# Task description
Print the listing in its entirety and exactly, leaving out images.

# Data for this task
+ + + + +
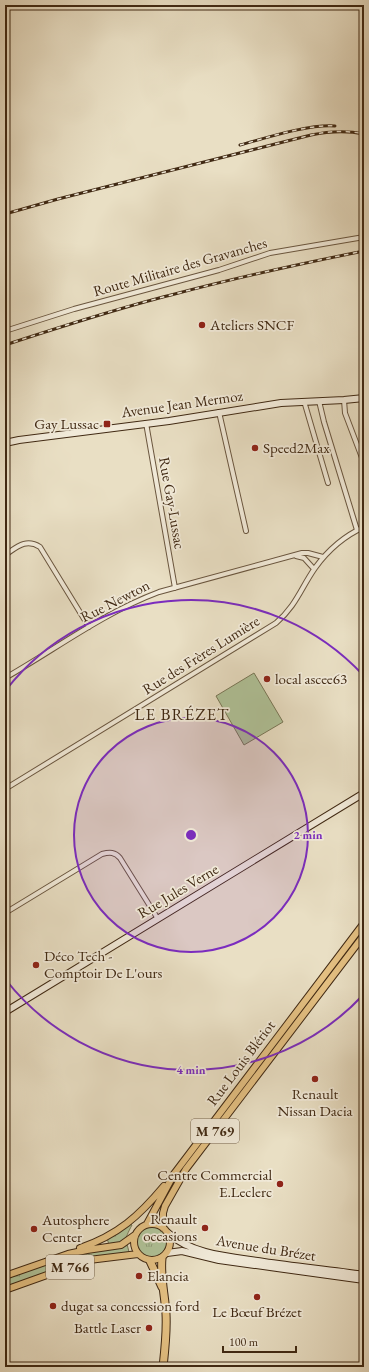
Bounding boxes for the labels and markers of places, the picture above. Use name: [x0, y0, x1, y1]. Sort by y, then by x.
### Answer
place label: Ateliers SNCF: [209, 315, 294, 334]
marker: Ateliers SNCF: [197, 320, 207, 330]
place label: Gay Lussac: [34, 414, 99, 433]
marker: Gay Lussac: [102, 419, 112, 429]
place label: Speed2Max: [263, 438, 330, 457]
marker: Speed2Max: [250, 443, 260, 453]
place label: local ascee63: [275, 669, 347, 688]
marker: local ascee63: [262, 674, 272, 684]
centre of rings: [184, 828, 198, 842]
place label: Déco Tech - Comptoir De L'ours: [44, 946, 163, 982]
marker: Déco Tech - Comptoir De L'ours: [31, 960, 41, 970]
marker: Renault Nissan Dacia: [310, 1074, 320, 1084]
place label: Renault Nissan Dacia: [277, 1084, 353, 1120]
place label: Centre Commercial E.Leclerc: [157, 1165, 272, 1201]
marker: Centre Commercial E.Leclerc: [275, 1179, 285, 1189]
place label: Renault occasions: [143, 1209, 197, 1245]
place label: Autosphere Center: [41, 1210, 109, 1246]
marker: Renault occasions: [200, 1223, 210, 1233]
marker: Autosphere Center: [29, 1224, 39, 1234]
place label: Elancia: [147, 1266, 189, 1285]
marker: Elancia: [134, 1271, 144, 1281]
marker: Le Bœuf Brézet: [252, 1292, 262, 1302]
place label: dugat sa concession ford: [61, 1296, 200, 1315]
marker: dugat sa concession ford: [48, 1301, 58, 1311]
place label: Le Bœuf Brézet: [212, 1302, 302, 1321]
place label: Battle Laser: [74, 1318, 141, 1337]
marker: Battle Laser: [144, 1323, 154, 1333]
+ + + + +
# Response for this exercise
Bounding boxes for the labels and markers of places, the picture above. Use name: [x0, y0, x1, y1]. Sort by y, then by x.
### Answer
place label: Ateliers SNCF: [209, 315, 294, 334]
marker: Ateliers SNCF: [197, 320, 207, 330]
place label: Gay Lussac: [34, 414, 99, 433]
marker: Gay Lussac: [102, 419, 112, 429]
place label: Speed2Max: [263, 438, 330, 457]
marker: Speed2Max: [250, 443, 260, 453]
place label: local ascee63: [275, 669, 347, 688]
marker: local ascee63: [262, 674, 272, 684]
centre of rings: [184, 828, 198, 842]
place label: Déco Tech - Comptoir De L'ours: [44, 946, 163, 982]
marker: Déco Tech - Comptoir De L'ours: [31, 960, 41, 970]
marker: Renault Nissan Dacia: [310, 1074, 320, 1084]
place label: Renault Nissan Dacia: [277, 1084, 353, 1120]
place label: Centre Commercial E.Leclerc: [157, 1165, 272, 1201]
marker: Centre Commercial E.Leclerc: [275, 1179, 285, 1189]
place label: Renault occasions: [143, 1209, 197, 1245]
place label: Autosphere Center: [41, 1210, 109, 1246]
marker: Renault occasions: [200, 1223, 210, 1233]
marker: Autosphere Center: [29, 1224, 39, 1234]
place label: Elancia: [147, 1266, 189, 1285]
marker: Elancia: [134, 1271, 144, 1281]
marker: Le Bœuf Brézet: [252, 1292, 262, 1302]
place label: dugat sa concession ford: [61, 1296, 200, 1315]
marker: dugat sa concession ford: [48, 1301, 58, 1311]
place label: Le Bœuf Brézet: [212, 1302, 302, 1321]
place label: Battle Laser: [74, 1318, 141, 1337]
marker: Battle Laser: [144, 1323, 154, 1333]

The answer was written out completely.